● Work item
Where the records hold the string "breaks", show the whole line it sits on.

● Data to examine
++++

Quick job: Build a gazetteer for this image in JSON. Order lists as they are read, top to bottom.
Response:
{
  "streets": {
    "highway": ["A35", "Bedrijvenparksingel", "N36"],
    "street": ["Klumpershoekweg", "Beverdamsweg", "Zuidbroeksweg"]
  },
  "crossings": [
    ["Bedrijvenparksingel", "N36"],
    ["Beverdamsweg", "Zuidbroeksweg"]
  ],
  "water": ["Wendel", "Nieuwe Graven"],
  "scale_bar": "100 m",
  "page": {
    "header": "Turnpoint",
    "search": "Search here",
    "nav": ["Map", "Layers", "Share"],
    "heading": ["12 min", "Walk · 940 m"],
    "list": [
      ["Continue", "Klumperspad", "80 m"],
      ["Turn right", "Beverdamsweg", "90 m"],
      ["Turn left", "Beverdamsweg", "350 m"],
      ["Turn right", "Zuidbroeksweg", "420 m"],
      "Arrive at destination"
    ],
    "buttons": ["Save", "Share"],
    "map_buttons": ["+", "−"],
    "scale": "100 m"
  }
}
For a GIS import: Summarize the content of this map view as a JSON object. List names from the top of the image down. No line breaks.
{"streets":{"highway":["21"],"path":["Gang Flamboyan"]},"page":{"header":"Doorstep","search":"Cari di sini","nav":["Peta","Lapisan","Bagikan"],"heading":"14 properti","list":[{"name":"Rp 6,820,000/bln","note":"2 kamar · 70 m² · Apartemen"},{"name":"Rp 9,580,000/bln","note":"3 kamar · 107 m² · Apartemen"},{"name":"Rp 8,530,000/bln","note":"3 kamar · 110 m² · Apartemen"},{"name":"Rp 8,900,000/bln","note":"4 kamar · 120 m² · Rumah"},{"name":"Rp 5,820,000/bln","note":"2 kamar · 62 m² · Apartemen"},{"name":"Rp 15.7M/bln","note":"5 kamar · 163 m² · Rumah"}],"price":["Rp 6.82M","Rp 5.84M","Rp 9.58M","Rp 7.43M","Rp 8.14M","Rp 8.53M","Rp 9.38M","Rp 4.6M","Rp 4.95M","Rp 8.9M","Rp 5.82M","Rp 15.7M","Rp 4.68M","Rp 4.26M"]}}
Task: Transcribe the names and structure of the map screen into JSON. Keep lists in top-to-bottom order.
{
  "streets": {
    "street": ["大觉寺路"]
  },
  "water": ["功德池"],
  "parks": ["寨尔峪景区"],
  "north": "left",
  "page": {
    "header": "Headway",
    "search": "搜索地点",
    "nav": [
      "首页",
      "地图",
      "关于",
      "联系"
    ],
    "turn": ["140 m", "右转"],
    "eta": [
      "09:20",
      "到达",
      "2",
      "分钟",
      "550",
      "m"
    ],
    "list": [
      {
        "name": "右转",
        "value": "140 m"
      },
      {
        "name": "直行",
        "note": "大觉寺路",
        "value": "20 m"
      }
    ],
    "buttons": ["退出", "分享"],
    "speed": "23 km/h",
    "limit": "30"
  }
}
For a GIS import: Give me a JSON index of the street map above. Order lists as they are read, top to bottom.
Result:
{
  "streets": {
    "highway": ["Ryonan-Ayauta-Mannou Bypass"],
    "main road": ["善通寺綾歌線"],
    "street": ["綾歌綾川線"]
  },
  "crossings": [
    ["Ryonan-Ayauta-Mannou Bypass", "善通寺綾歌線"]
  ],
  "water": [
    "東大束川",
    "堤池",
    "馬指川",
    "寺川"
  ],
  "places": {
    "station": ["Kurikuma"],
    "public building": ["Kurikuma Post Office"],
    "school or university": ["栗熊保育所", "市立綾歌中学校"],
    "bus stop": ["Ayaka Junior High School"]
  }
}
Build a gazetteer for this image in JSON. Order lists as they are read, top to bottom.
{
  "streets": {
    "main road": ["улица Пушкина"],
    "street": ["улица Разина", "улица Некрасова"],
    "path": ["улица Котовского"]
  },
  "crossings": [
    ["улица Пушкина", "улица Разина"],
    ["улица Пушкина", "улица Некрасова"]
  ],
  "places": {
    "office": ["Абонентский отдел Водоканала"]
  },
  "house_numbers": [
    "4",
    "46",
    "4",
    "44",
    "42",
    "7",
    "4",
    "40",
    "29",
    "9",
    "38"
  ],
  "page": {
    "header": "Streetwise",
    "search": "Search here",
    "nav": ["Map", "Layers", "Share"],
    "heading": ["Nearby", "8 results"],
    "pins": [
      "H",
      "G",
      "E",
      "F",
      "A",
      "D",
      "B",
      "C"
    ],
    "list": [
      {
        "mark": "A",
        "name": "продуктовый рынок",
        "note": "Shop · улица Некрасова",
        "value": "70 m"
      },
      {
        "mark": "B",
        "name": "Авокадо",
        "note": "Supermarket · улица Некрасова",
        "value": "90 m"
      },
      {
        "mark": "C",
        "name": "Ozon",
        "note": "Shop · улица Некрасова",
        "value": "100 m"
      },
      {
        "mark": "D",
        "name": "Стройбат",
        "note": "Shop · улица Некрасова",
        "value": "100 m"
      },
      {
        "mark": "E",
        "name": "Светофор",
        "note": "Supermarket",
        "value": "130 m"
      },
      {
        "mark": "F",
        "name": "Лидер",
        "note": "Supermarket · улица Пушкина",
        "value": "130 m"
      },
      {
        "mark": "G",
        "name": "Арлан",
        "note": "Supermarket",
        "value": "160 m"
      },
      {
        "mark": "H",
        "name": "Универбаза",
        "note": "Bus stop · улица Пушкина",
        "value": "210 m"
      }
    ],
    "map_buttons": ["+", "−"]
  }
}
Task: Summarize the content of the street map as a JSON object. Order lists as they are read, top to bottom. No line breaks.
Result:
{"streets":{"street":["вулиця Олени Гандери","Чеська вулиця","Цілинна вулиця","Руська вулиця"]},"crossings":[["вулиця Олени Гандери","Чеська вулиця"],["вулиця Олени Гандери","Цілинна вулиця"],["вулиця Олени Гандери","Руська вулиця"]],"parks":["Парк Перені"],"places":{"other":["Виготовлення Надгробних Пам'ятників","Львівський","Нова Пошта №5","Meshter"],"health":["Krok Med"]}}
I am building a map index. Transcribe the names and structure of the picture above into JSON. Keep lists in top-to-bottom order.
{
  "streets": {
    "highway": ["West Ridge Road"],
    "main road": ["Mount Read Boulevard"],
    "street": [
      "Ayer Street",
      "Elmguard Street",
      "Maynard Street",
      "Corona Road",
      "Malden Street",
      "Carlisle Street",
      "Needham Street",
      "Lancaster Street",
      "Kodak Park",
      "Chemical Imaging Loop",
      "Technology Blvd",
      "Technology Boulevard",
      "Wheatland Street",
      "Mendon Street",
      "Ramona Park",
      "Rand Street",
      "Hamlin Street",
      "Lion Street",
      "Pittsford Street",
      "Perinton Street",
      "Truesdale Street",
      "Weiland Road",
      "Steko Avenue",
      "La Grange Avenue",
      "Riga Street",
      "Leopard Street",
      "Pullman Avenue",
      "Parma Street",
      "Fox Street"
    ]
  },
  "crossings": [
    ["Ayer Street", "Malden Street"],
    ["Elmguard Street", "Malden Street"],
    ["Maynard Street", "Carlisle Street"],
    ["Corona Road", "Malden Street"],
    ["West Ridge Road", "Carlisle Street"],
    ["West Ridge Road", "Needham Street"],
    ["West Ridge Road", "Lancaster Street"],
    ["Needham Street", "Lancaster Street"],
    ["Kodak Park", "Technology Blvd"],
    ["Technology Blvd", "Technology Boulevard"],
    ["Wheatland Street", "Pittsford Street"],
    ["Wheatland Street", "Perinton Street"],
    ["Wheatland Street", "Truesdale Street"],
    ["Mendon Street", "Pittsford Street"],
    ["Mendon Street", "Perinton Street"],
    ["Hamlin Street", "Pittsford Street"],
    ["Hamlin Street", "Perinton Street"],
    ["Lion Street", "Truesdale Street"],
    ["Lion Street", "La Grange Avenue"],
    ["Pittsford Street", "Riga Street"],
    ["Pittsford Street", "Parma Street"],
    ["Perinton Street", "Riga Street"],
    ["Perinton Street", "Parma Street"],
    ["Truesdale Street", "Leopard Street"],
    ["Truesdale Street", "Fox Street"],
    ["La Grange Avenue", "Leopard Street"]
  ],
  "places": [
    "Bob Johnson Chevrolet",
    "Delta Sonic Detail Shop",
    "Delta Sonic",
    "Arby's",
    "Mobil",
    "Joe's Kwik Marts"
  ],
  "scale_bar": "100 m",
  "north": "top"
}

++++

● Finished task
For a GIS import: Summarize the content of this map view as a JSON object. List names from the top of the image down. No line breaks.
Task: Summarize the content of the street map as a JSON object. Order lists as they are read, top to bottom. No line breaks.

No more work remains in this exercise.